アイドルだけどちゃんとテキパキしゃべるし、いち出演者として場をまとめる感じが既にありました。ブレイク前後くらいに自分達の冠バラエティ番組では、いつも司会、まとめ役をやっていました。

今思うと、ゆくゆくは司会業や語りをする仕事も視野にいれていたのでは、と感じます。ジャニーズタレントで司会、という立ち位置は間違いなく、この人が草分け的存在です。
当時の一般の人達からの評判は、
・うるさい。調子に乗っている
・爽やかで好感が持てる
・茶髪がよく似合ってる
・躍りがうまい
・元ヤンキー丸出し
などというものでした。

木村拓哉

SMAPブレイク当時の人気=キムタクの人気と言っても過言ではありません。キムタクについて当時を振り返り、徹底分析します。

美男子の代名詞、キムタクが誕生

世間一般では、「キムタク」という呼び名が出てきたのは94年です。それ以前では聞いたことがありません。

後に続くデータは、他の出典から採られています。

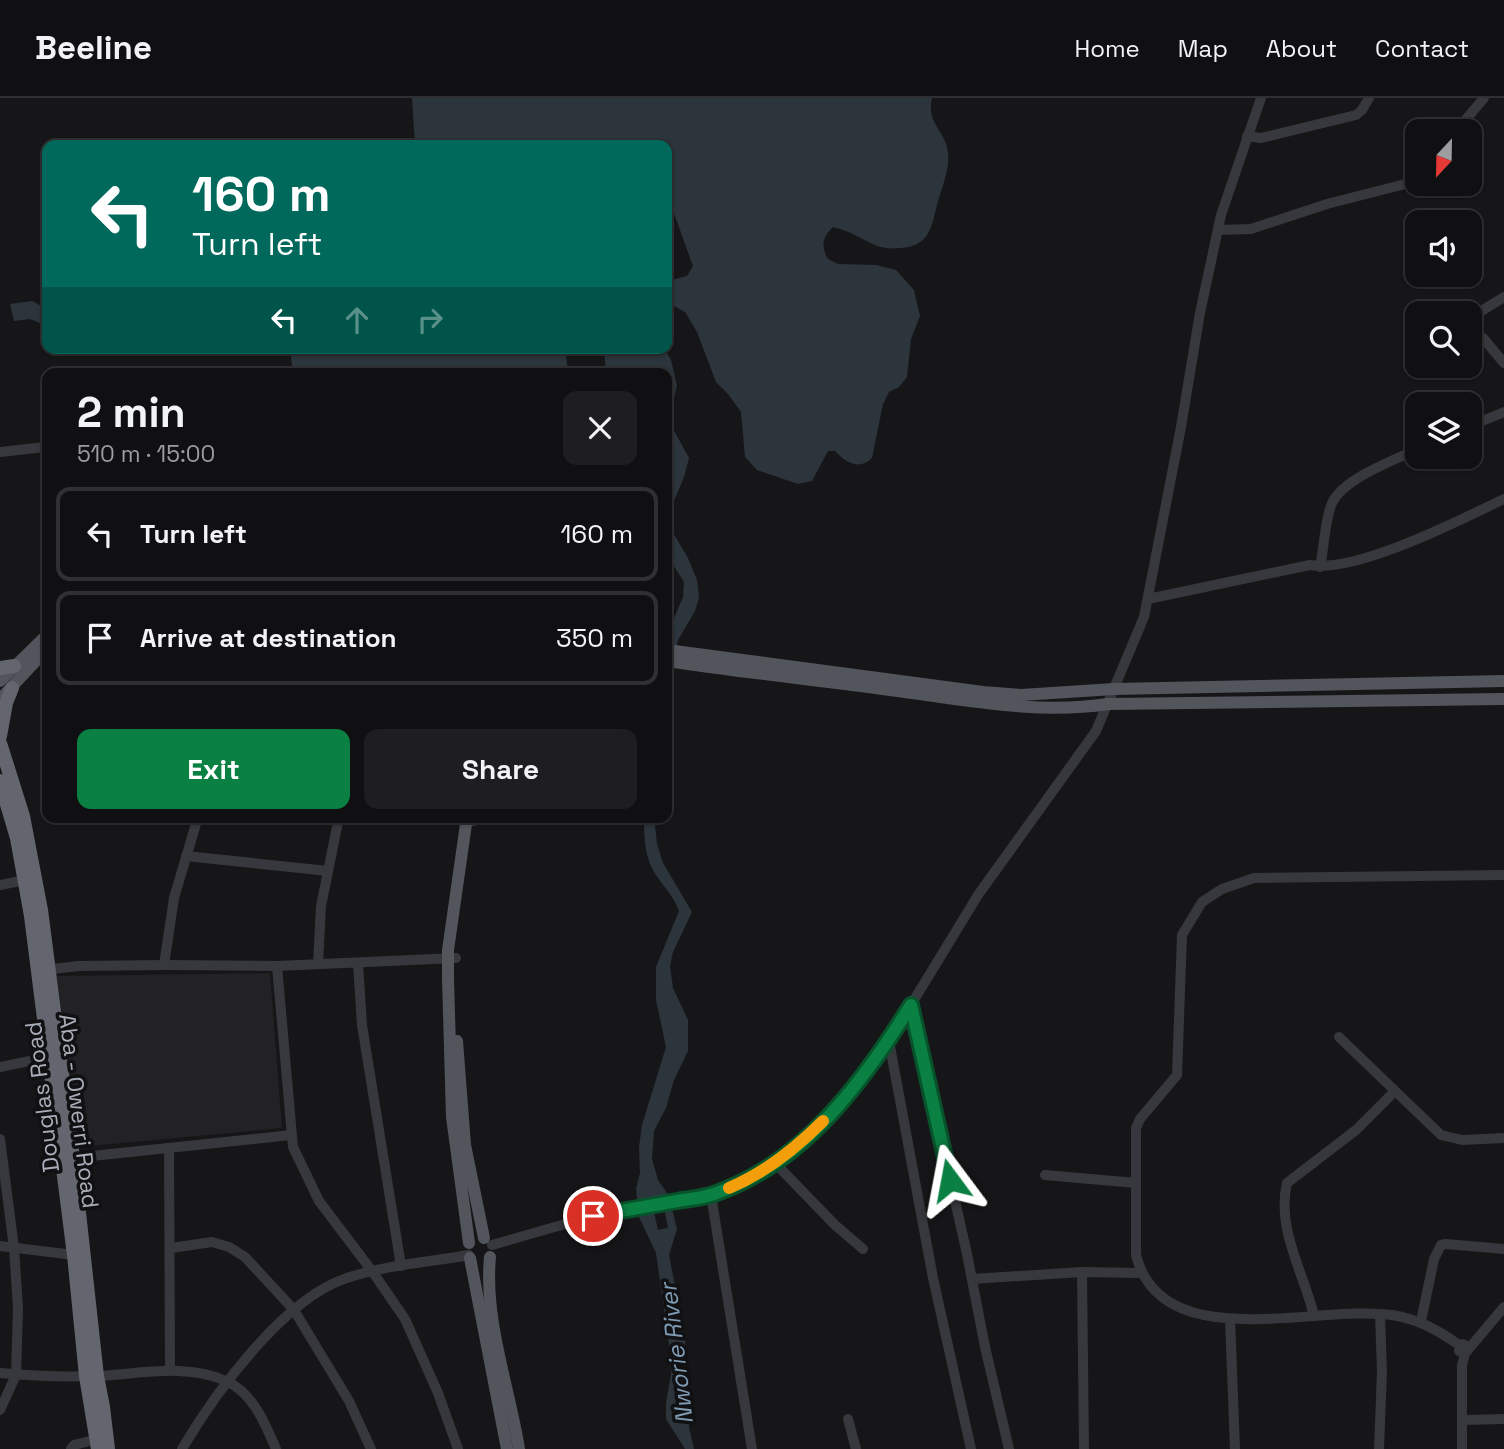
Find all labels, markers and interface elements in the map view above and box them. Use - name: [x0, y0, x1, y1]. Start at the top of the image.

SMAPブレイクの少し前から、木村拓哉は美男子、ということで知る人ぞ知る存在ではありましたが、94年半ばくらいからは、木村拓哉はカッコいい男の代名詞的存在として、ポジションが確立していきました。若い男女の普通の会話の中でも、「キムタク超カッコいいし~」という言葉が聞こえてくるくらいでした。

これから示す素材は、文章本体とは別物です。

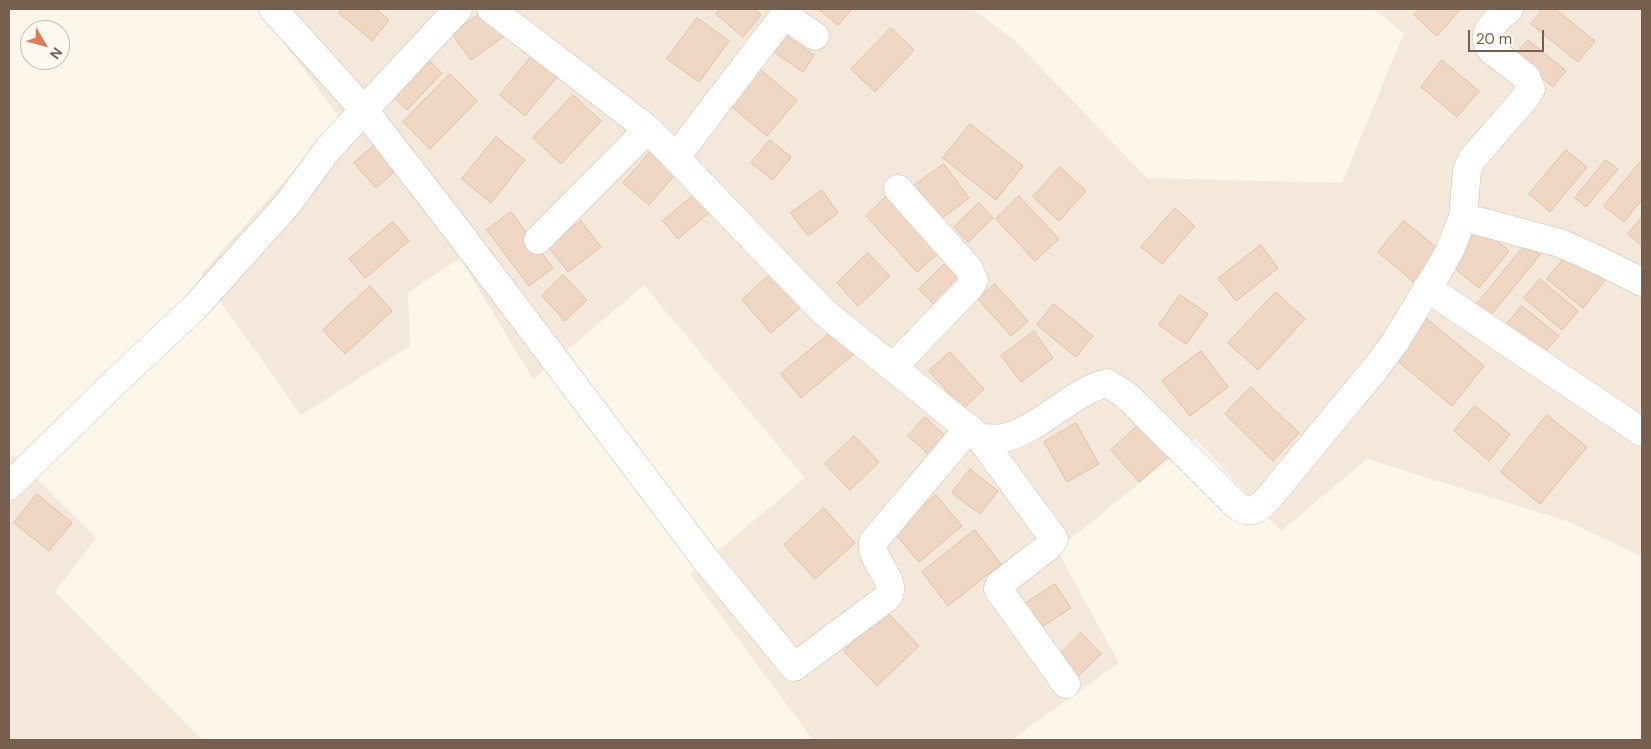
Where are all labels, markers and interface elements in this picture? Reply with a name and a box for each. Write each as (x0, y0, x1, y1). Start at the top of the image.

94年、靴のメーカーのPRポスターが駅のホームに掲載されましたが、女子達が食い入るように見ていたのを覚えています。盗難防止のために警備員がついたくらいです。女子会社員は会社の机にキムタクの雑誌の切り抜きなどを敷き詰めていました。

男子はキムタクのファッション

キムタクと言えば当時、茶髪のロン毛です。94年のヒットドラマ「若者のすべて」では、まだロン毛といえるレベルではなく茶髪、ちょっと髪長め、という感じでした。今見ると時代を感じる髪型ですが、現代でも通用しそうなほど完成度の高いカッコいいヘアスタイルで破れたジーンズ、革ジャン、ブーツなど、町中には似たようなファッションの男性が見え始め、キムタクファッションの浸透が予感されました。

94年年末から95年に掛けて、ロン毛のキムタクが完成します。このキムタクのロン毛をコピーする男子が町中にあふれました。丸顔の小柄な体型の男性までキムタクのロン毛を真似し、「髪切る金がないだけだよ」などと照れ隠しの発言も多々見られ、「嘘つけ」と思ったものです。それ以前ではロン毛、と言えば江口洋介でしたが、完全にキムタクは男子のファッションリーダー的な立ち位置になりました。

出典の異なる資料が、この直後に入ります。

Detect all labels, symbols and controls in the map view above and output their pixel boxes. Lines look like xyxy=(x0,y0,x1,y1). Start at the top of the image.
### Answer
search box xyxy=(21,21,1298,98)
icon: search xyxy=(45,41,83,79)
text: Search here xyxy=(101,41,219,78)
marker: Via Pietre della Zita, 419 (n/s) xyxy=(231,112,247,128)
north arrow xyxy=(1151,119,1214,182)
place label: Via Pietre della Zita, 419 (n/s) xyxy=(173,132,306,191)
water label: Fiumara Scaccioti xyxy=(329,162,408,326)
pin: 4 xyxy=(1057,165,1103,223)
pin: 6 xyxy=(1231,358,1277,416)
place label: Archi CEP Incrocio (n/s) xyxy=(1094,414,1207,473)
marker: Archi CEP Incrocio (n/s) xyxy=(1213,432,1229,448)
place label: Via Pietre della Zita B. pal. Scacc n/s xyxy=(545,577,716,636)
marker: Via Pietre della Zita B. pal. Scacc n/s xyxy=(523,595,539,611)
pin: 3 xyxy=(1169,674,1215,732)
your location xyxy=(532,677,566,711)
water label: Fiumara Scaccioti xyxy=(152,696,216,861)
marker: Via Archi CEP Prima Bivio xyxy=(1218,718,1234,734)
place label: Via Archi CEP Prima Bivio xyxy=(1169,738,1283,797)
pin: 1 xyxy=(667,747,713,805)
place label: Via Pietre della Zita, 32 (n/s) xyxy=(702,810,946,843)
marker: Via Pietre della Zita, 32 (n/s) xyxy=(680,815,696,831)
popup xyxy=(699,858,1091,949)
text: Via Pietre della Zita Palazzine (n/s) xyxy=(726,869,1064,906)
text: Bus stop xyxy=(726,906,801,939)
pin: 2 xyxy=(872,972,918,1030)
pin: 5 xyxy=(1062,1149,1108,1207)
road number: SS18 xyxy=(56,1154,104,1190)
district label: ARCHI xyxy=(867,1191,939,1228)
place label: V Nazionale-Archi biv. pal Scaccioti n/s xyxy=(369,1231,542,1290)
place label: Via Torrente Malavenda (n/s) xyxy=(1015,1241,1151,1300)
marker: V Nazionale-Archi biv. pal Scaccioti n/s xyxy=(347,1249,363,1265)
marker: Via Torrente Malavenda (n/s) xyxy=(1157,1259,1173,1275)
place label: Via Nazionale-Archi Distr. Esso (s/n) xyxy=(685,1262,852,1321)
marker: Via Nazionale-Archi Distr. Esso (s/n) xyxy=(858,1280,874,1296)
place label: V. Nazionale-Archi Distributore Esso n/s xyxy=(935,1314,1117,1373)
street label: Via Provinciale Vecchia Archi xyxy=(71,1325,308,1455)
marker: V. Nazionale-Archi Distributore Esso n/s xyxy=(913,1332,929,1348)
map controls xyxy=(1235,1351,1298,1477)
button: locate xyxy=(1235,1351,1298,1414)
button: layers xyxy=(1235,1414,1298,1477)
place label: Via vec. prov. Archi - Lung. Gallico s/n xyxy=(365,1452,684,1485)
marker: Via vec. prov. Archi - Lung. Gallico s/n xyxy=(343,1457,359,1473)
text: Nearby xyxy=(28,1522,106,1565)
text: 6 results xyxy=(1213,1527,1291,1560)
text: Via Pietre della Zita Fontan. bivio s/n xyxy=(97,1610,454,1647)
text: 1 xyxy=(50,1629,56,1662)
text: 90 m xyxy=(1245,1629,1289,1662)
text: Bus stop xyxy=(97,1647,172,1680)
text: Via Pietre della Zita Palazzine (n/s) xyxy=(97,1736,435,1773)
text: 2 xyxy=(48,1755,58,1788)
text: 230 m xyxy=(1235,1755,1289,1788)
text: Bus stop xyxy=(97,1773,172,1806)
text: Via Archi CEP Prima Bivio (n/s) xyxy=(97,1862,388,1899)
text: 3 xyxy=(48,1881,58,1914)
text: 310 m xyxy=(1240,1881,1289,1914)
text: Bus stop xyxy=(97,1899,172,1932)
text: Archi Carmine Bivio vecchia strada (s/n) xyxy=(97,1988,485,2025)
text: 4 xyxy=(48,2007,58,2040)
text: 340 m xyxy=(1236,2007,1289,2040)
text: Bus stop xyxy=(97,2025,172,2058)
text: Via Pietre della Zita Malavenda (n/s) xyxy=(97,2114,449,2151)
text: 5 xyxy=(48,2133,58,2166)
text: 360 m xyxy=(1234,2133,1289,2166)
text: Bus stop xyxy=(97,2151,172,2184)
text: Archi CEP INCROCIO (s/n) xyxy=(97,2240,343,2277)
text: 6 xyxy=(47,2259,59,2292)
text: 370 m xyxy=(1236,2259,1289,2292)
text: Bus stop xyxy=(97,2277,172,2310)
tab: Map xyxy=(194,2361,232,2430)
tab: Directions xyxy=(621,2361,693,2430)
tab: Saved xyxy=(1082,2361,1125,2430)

95年のドラマ「人生は上々だ」で、ダウンタウン浜田とのコンビで演じているキムタクが、ロン毛キムタクに火がついた頃のキムタクです。機会があればぜひ観てみてください。

キムタクブランド確立、キムタクの功績

このキムタク人気がSMAPブランド価値を押し上げた、と言っても過言ではないでしょう。他のメンバーのキャラもそれぞれ個性があり、人気が上がってきたことは間違いありませんが、キムタクの存在感は当時、群を抜いており、SMAPよりキムタクのほうがインパクトがあった、と言っても過言ではありません。カッコよくて、怒るとこわーい、圧倒的カリスマ、を擁するアイドルグループはそれ以前には無かったのです。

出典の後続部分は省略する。